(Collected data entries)
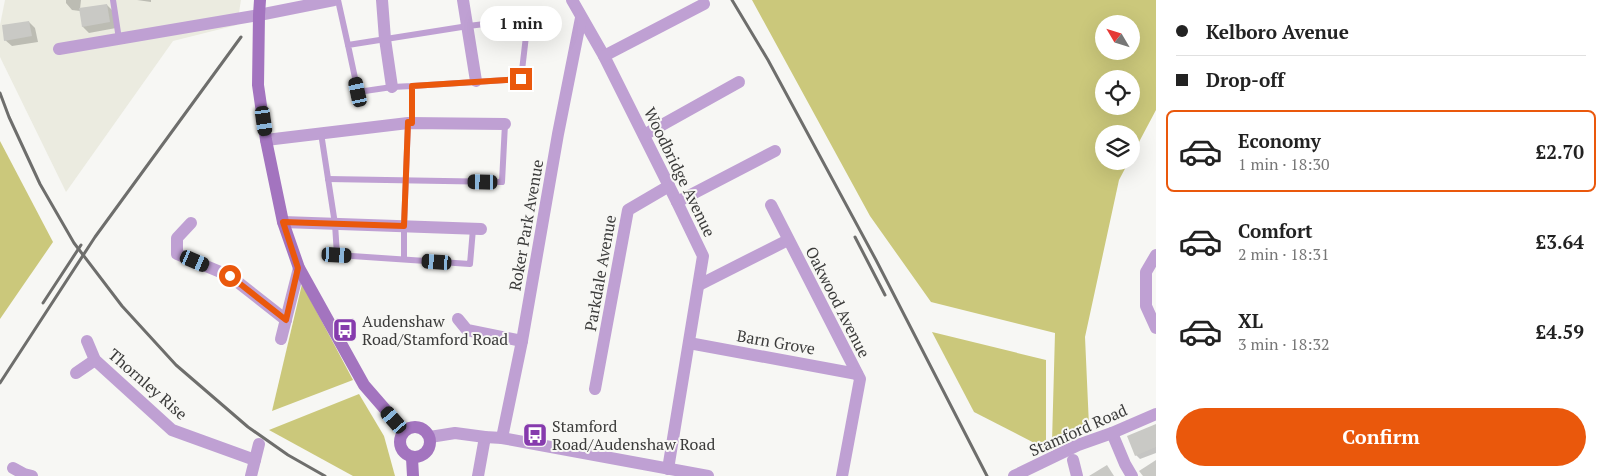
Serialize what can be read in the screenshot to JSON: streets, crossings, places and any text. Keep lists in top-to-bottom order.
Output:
{
  "streets": {
    "street": [
      "Woodbridge Avenue",
      "Roker Park Avenue",
      "Parkdale Avenue",
      "Oakwood Avenue",
      "Barn Grove",
      "Thornley Rise",
      "Stamford Road"
    ]
  },
  "crossings": [
    ["Woodbridge Avenue", "Roker Park Avenue"],
    ["Woodbridge Avenue", "Parkdale Avenue"],
    ["Woodbridge Avenue", "Barn Grove"],
    ["Oakwood Avenue", "Barn Grove"]
  ],
  "places": {
    "bus stop": ["Audenshaw Road/Stamford Road", "Stamford Road/Audenshaw Road"]
  },
  "north": "top left",
  "page": {
    "banner": ["Kelboro Avenue", "Drop-off"],
    "bubble": "1 min",
    "list": [
      {
        "name": "Economy",
        "note": "1 min · 18:30",
        "value": "£2.70"
      },
      {
        "name": "Comfort",
        "note": "2 min · 18:31",
        "value": "£3.64"
      },
      {
        "name": "XL",
        "note": "3 min · 18:32",
        "value": "£4.59"
      }
    ],
    "buttons": "Confirm"
  }
}
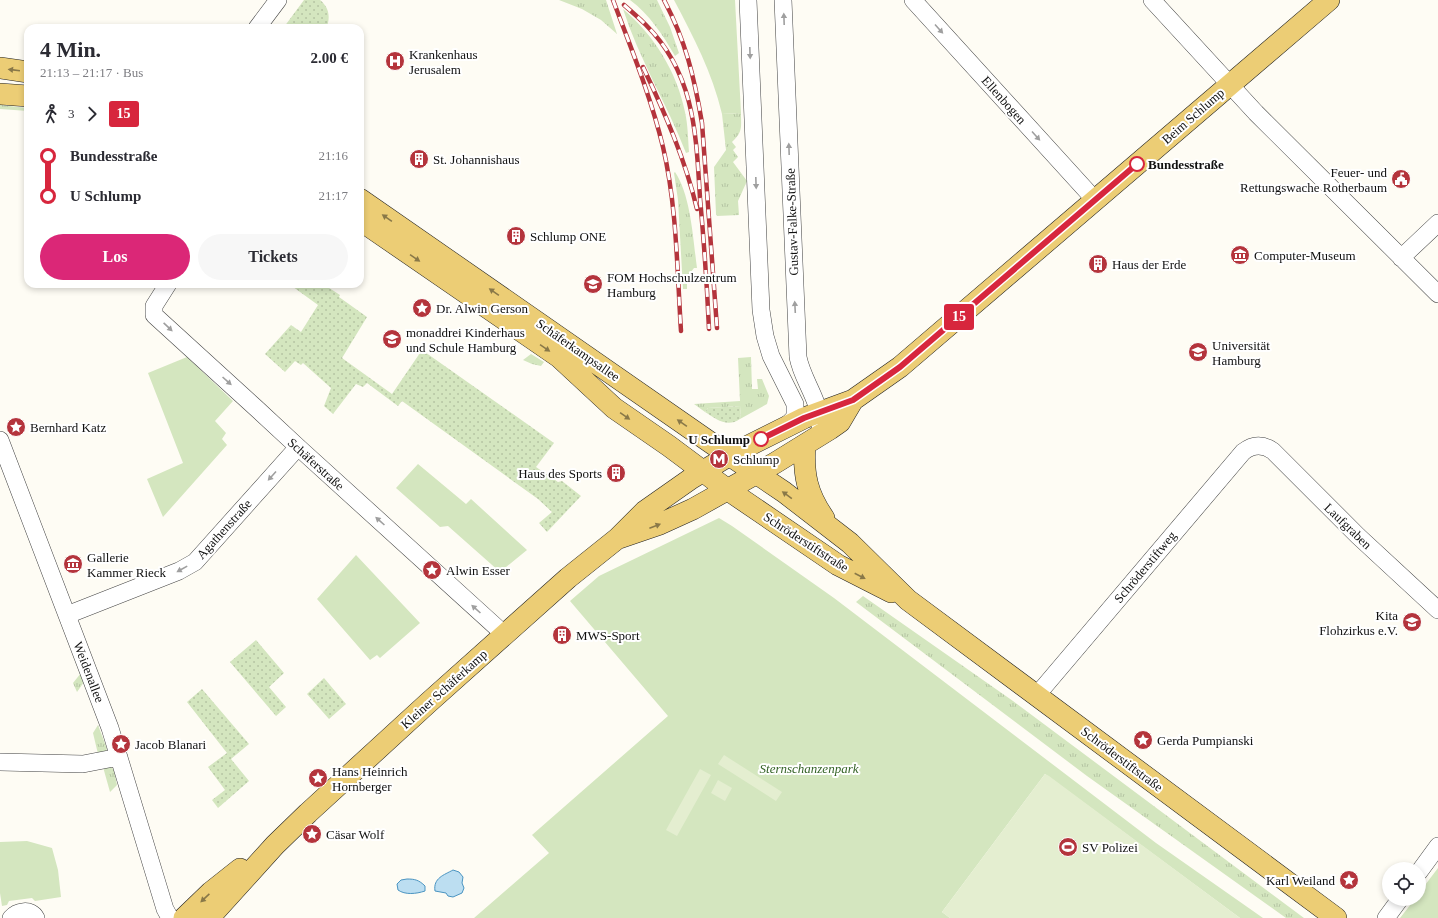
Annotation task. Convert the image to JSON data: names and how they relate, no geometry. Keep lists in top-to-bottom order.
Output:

• PROBLEM REQUIREMENTS: Give back every record exactly, dropping its pictures.

• YOUR SOLUTION:
Serialize what can be read in the screenshot to JSON: streets, crossings, places and any text. Keep lists in top-to-bottom order.
Output:
{
  "streets": {
    "street": [
      "Woodbridge Avenue",
      "Roker Park Avenue",
      "Parkdale Avenue",
      "Oakwood Avenue",
      "Barn Grove",
      "Thornley Rise",
      "Stamford Road"
    ]
  },
  "crossings": [
    ["Woodbridge Avenue", "Roker Park Avenue"],
    ["Woodbridge Avenue", "Parkdale Avenue"],
    ["Woodbridge Avenue", "Barn Grove"],
    ["Oakwood Avenue", "Barn Grove"]
  ],
  "places": {
    "bus stop": ["Audenshaw Road/Stamford Road", "Stamford Road/Audenshaw Road"]
  },
  "north": "top left",
  "page": {
    "banner": ["Kelboro Avenue", "Drop-off"],
    "bubble": "1 min",
    "list": [
      {
        "name": "Economy",
        "note": "1 min · 18:30",
        "value": "£2.70"
      },
      {
        "name": "Comfort",
        "note": "2 min · 18:31",
        "value": "£3.64"
      },
      {
        "name": "XL",
        "note": "3 min · 18:32",
        "value": "£4.59"
      }
    ],
    "buttons": "Confirm"
  }
}
Annotation task. Convert the image to JSON data: names and how they relate, no geometry. Keep lists in top-to-bottom order.
Output:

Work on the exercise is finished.